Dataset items
• • • • •

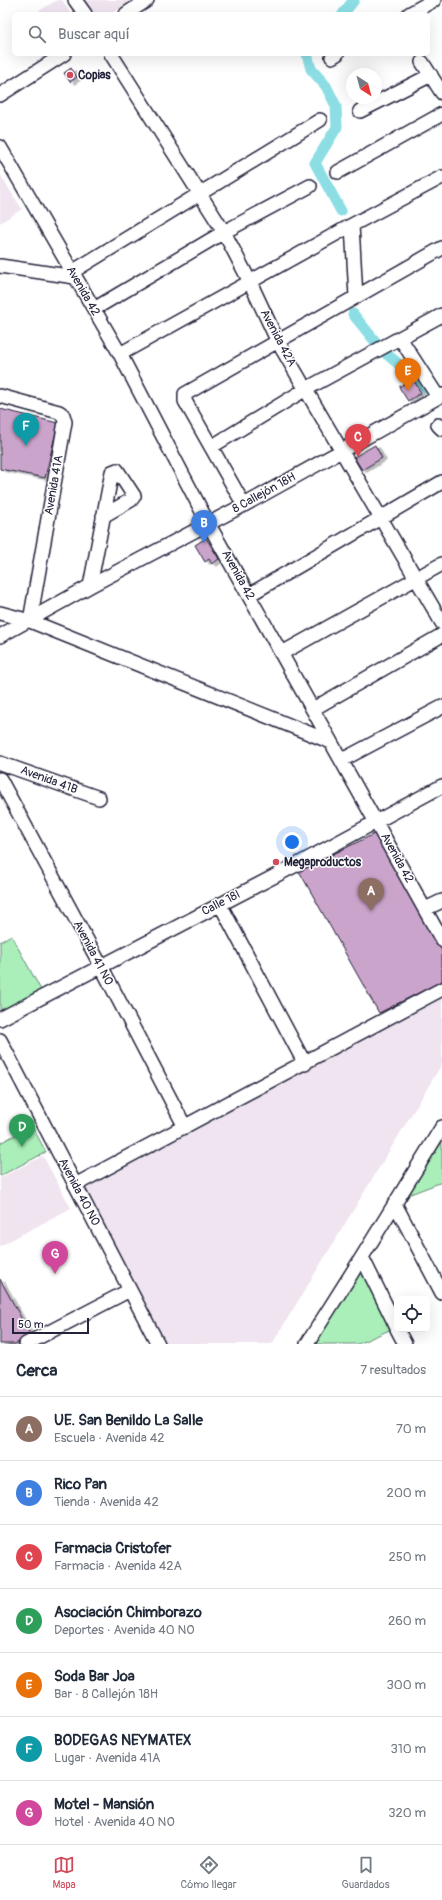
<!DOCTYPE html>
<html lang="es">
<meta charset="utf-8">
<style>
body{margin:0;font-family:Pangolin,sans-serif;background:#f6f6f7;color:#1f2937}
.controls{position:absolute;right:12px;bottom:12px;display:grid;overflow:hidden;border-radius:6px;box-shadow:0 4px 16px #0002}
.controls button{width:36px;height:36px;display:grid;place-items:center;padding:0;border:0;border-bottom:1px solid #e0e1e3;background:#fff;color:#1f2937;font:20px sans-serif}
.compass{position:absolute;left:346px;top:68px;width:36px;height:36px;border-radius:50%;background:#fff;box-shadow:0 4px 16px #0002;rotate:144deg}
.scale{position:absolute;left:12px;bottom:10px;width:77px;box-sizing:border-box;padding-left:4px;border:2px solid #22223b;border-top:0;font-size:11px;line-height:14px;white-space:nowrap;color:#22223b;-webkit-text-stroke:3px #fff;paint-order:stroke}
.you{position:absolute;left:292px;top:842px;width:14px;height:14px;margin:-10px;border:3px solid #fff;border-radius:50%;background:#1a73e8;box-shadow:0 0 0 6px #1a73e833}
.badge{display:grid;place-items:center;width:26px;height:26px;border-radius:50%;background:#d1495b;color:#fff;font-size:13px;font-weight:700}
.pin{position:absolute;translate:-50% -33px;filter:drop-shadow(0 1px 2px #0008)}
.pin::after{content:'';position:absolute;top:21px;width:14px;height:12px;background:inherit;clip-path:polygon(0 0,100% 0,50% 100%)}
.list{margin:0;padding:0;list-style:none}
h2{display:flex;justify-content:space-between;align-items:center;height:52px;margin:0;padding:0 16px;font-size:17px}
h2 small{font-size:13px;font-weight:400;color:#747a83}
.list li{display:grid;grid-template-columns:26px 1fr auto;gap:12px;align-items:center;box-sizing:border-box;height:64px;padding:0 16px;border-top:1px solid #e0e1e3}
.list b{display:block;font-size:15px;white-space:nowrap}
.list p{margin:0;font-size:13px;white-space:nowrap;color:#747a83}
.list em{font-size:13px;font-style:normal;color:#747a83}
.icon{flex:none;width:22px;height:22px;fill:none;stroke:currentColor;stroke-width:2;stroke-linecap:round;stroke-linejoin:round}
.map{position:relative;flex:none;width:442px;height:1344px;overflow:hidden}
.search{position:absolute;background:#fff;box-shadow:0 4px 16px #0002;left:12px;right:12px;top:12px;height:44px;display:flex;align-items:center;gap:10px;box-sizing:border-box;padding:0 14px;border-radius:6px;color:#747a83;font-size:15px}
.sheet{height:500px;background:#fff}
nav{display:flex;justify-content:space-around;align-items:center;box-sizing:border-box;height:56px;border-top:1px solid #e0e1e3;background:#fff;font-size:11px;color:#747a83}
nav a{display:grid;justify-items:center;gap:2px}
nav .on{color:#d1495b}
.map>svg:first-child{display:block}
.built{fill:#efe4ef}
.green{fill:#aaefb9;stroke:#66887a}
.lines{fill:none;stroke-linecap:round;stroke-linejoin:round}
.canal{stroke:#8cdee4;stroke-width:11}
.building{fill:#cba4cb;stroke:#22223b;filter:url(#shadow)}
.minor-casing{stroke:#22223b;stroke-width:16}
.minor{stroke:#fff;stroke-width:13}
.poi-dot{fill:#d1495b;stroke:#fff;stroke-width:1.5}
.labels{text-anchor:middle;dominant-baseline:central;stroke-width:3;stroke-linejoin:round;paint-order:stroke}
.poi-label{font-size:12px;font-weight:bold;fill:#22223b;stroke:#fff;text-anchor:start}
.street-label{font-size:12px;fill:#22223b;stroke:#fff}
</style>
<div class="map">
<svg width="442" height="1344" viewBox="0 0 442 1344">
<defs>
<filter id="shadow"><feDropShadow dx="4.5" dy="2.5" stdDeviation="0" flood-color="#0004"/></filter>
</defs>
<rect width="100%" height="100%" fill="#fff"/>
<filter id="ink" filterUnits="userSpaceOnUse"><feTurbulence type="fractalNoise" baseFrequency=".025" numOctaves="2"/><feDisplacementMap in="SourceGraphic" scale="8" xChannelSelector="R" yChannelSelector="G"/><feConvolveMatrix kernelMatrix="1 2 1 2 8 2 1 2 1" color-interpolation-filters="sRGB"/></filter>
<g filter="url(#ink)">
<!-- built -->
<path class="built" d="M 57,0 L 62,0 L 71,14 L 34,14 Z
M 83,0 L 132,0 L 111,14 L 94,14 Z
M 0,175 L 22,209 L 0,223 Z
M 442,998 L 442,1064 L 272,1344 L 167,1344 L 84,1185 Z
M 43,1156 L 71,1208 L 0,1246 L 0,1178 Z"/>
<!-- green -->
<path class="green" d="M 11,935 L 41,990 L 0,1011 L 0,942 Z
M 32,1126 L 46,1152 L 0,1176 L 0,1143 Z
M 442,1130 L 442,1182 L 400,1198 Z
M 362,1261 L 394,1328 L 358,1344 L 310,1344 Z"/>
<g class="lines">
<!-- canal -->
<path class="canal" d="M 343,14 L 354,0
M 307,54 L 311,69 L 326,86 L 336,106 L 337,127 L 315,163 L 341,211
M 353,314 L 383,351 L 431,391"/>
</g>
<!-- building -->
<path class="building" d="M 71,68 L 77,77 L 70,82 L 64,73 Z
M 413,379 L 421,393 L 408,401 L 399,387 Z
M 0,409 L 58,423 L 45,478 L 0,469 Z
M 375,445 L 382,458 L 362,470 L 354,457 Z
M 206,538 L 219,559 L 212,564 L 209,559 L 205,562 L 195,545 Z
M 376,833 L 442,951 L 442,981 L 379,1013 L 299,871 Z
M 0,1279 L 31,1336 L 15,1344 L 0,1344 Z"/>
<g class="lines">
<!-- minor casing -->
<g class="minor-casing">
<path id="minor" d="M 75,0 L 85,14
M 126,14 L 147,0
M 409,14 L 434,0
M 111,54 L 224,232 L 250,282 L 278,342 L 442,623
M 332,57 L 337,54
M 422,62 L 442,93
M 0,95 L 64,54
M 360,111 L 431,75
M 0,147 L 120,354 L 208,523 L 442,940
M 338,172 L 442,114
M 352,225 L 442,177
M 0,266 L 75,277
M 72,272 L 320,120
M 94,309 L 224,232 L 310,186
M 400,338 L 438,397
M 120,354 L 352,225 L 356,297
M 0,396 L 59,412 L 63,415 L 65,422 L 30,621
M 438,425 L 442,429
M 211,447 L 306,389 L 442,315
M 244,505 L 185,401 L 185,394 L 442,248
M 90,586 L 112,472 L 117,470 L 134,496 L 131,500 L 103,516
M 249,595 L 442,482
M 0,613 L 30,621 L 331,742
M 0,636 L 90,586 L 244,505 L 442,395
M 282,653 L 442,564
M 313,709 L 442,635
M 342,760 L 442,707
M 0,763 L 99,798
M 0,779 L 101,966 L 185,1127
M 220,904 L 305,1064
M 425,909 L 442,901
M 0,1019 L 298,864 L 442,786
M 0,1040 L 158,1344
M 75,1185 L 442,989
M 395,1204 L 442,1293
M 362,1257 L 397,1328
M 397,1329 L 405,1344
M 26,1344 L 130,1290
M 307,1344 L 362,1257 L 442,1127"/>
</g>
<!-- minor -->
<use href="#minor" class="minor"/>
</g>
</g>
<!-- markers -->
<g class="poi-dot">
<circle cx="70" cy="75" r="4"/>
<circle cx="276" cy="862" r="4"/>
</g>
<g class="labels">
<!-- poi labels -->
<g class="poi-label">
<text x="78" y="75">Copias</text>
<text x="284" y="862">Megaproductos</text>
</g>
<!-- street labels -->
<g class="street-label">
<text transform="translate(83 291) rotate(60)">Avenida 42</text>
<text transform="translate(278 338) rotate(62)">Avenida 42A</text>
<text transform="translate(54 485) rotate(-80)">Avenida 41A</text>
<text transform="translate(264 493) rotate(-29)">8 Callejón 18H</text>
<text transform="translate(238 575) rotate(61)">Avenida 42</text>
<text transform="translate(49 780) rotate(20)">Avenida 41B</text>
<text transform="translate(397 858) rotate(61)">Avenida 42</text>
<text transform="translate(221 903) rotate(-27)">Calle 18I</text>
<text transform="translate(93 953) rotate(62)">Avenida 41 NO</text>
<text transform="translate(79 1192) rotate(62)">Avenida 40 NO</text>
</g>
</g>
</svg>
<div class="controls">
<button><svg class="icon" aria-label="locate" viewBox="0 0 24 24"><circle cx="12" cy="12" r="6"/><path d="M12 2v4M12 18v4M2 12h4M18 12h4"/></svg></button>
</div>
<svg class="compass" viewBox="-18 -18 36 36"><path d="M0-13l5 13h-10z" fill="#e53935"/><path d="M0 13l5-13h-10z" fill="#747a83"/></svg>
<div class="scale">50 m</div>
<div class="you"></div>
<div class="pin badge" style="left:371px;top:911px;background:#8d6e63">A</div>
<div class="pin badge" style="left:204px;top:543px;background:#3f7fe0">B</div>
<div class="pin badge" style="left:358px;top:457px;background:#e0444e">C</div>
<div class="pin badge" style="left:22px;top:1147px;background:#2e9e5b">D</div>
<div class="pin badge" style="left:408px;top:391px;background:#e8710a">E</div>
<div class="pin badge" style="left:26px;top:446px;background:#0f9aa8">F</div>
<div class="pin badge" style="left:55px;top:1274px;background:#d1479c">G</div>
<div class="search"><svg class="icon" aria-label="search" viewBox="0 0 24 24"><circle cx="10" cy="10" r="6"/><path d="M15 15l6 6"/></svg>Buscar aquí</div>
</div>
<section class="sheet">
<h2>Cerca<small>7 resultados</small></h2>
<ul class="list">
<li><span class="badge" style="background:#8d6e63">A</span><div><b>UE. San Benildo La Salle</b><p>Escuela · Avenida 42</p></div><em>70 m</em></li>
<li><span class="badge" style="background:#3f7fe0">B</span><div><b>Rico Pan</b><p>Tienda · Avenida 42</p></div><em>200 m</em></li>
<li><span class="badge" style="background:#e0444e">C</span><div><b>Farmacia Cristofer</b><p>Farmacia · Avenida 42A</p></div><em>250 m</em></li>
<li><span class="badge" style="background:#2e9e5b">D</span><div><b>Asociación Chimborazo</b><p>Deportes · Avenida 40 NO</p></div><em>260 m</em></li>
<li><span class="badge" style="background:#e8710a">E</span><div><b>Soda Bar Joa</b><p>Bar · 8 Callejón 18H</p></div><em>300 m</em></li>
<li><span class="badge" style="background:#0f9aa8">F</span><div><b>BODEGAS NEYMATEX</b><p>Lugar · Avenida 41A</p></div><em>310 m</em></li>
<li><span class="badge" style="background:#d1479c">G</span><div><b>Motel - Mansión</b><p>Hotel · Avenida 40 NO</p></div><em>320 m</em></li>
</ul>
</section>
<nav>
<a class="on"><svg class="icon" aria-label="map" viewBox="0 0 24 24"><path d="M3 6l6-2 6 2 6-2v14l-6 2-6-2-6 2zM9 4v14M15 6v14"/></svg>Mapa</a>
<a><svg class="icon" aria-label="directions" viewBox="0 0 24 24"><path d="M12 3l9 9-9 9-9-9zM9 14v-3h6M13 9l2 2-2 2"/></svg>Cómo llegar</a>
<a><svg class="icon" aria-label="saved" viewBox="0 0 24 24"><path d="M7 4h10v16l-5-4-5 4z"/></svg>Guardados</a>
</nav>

• • • • •

> _YOUR TASK_:
Look through the records and gather every line containing "grid".

> _TASK RESPONSE_:
.controls{position:absolute;right:12px;bottom:12px;display:grid;overflow:hidden;border-radius:6px;box-shadow:0 4px 16px #0002}
.controls button{width:36px;height:36px;display:grid;place-items:center;padding:0;border:0;border-bottom:1px solid #e0e1e3;background:#fff;color:#1f2937;font:20px sans-serif}
.badge{display:grid;place-items:center;width:26px;height:26px;border-radius:50%;background:#d1495b;color:#fff;font-size:13px;font-weight:700}
.list li{display:grid;grid-template-columns:26px 1fr auto;gap:12px;align-items:center;box-sizing:border-box;height:64px;padding:0 16px;border-top:1px solid #e0e1e3}
nav a{display:grid;justify-items:center;gap:2px}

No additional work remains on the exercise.